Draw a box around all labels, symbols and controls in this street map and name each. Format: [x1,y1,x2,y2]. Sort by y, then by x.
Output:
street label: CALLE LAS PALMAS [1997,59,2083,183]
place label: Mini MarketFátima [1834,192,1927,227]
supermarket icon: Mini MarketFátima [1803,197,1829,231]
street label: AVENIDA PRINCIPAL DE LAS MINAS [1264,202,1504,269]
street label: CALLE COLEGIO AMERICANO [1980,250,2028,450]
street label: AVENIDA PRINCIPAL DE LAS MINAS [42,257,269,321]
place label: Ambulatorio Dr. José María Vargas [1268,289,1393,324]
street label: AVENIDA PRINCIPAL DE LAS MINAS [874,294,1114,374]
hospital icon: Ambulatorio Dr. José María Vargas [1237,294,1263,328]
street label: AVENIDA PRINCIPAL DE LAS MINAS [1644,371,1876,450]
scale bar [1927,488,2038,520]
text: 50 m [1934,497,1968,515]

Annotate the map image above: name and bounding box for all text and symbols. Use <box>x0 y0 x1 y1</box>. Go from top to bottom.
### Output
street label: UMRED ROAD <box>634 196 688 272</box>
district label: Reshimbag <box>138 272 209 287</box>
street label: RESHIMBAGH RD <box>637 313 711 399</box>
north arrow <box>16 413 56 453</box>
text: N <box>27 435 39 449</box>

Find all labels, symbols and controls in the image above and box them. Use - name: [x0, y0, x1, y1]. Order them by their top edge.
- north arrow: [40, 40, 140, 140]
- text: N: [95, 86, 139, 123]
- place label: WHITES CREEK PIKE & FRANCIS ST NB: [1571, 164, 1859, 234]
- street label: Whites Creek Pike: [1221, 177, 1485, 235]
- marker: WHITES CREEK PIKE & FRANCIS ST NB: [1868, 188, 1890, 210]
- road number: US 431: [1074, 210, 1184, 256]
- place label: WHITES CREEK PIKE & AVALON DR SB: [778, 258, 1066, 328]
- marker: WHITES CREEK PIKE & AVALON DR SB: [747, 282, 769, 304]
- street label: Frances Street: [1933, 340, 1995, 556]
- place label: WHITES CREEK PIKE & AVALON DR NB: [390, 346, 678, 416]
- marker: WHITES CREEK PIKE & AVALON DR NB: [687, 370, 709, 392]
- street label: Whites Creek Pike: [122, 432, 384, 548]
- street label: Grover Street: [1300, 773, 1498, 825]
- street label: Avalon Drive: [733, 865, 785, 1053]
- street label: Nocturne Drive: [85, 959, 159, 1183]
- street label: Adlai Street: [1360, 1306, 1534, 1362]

■ Task requirements:
The whole set of records needs to be written out exactly.

■ The answer:
Draw a box around all labels, symbols and controls in this street map and name each. Format: [x1,y1,x2,y2]. Sort by y, then by x.
Output:
street label: CALLE LAS PALMAS [1997,59,2083,183]
place label: Mini MarketFátima [1834,192,1927,227]
supermarket icon: Mini MarketFátima [1803,197,1829,231]
street label: AVENIDA PRINCIPAL DE LAS MINAS [1264,202,1504,269]
street label: CALLE COLEGIO AMERICANO [1980,250,2028,450]
street label: AVENIDA PRINCIPAL DE LAS MINAS [42,257,269,321]
place label: Ambulatorio Dr. José María Vargas [1268,289,1393,324]
street label: AVENIDA PRINCIPAL DE LAS MINAS [874,294,1114,374]
hospital icon: Ambulatorio Dr. José María Vargas [1237,294,1263,328]
street label: AVENIDA PRINCIPAL DE LAS MINAS [1644,371,1876,450]
scale bar [1927,488,2038,520]
text: 50 m [1934,497,1968,515]

Annotate the map image above: name and bounding box for all text and symbols. Use <box>x0 y0 x1 y1</box>. Go from top to bottom.
### Output
street label: UMRED ROAD <box>634 196 688 272</box>
district label: Reshimbag <box>138 272 209 287</box>
street label: RESHIMBAGH RD <box>637 313 711 399</box>
north arrow <box>16 413 56 453</box>
text: N <box>27 435 39 449</box>

Find all labels, symbols and controls in the image above and box them. Use - name: [x0, y0, x1, y1]. Order them by their top edge.
- north arrow: [40, 40, 140, 140]
- text: N: [95, 86, 139, 123]
- place label: WHITES CREEK PIKE & FRANCIS ST NB: [1571, 164, 1859, 234]
- street label: Whites Creek Pike: [1221, 177, 1485, 235]
- marker: WHITES CREEK PIKE & FRANCIS ST NB: [1868, 188, 1890, 210]
- road number: US 431: [1074, 210, 1184, 256]
- place label: WHITES CREEK PIKE & AVALON DR SB: [778, 258, 1066, 328]
- marker: WHITES CREEK PIKE & AVALON DR SB: [747, 282, 769, 304]
- street label: Frances Street: [1933, 340, 1995, 556]
- place label: WHITES CREEK PIKE & AVALON DR NB: [390, 346, 678, 416]
- marker: WHITES CREEK PIKE & AVALON DR NB: [687, 370, 709, 392]
- street label: Whites Creek Pike: [122, 432, 384, 548]
- street label: Grover Street: [1300, 773, 1498, 825]
- street label: Avalon Drive: [733, 865, 785, 1053]
- street label: Nocturne Drive: [85, 959, 159, 1183]
- street label: Adlai Street: [1360, 1306, 1534, 1362]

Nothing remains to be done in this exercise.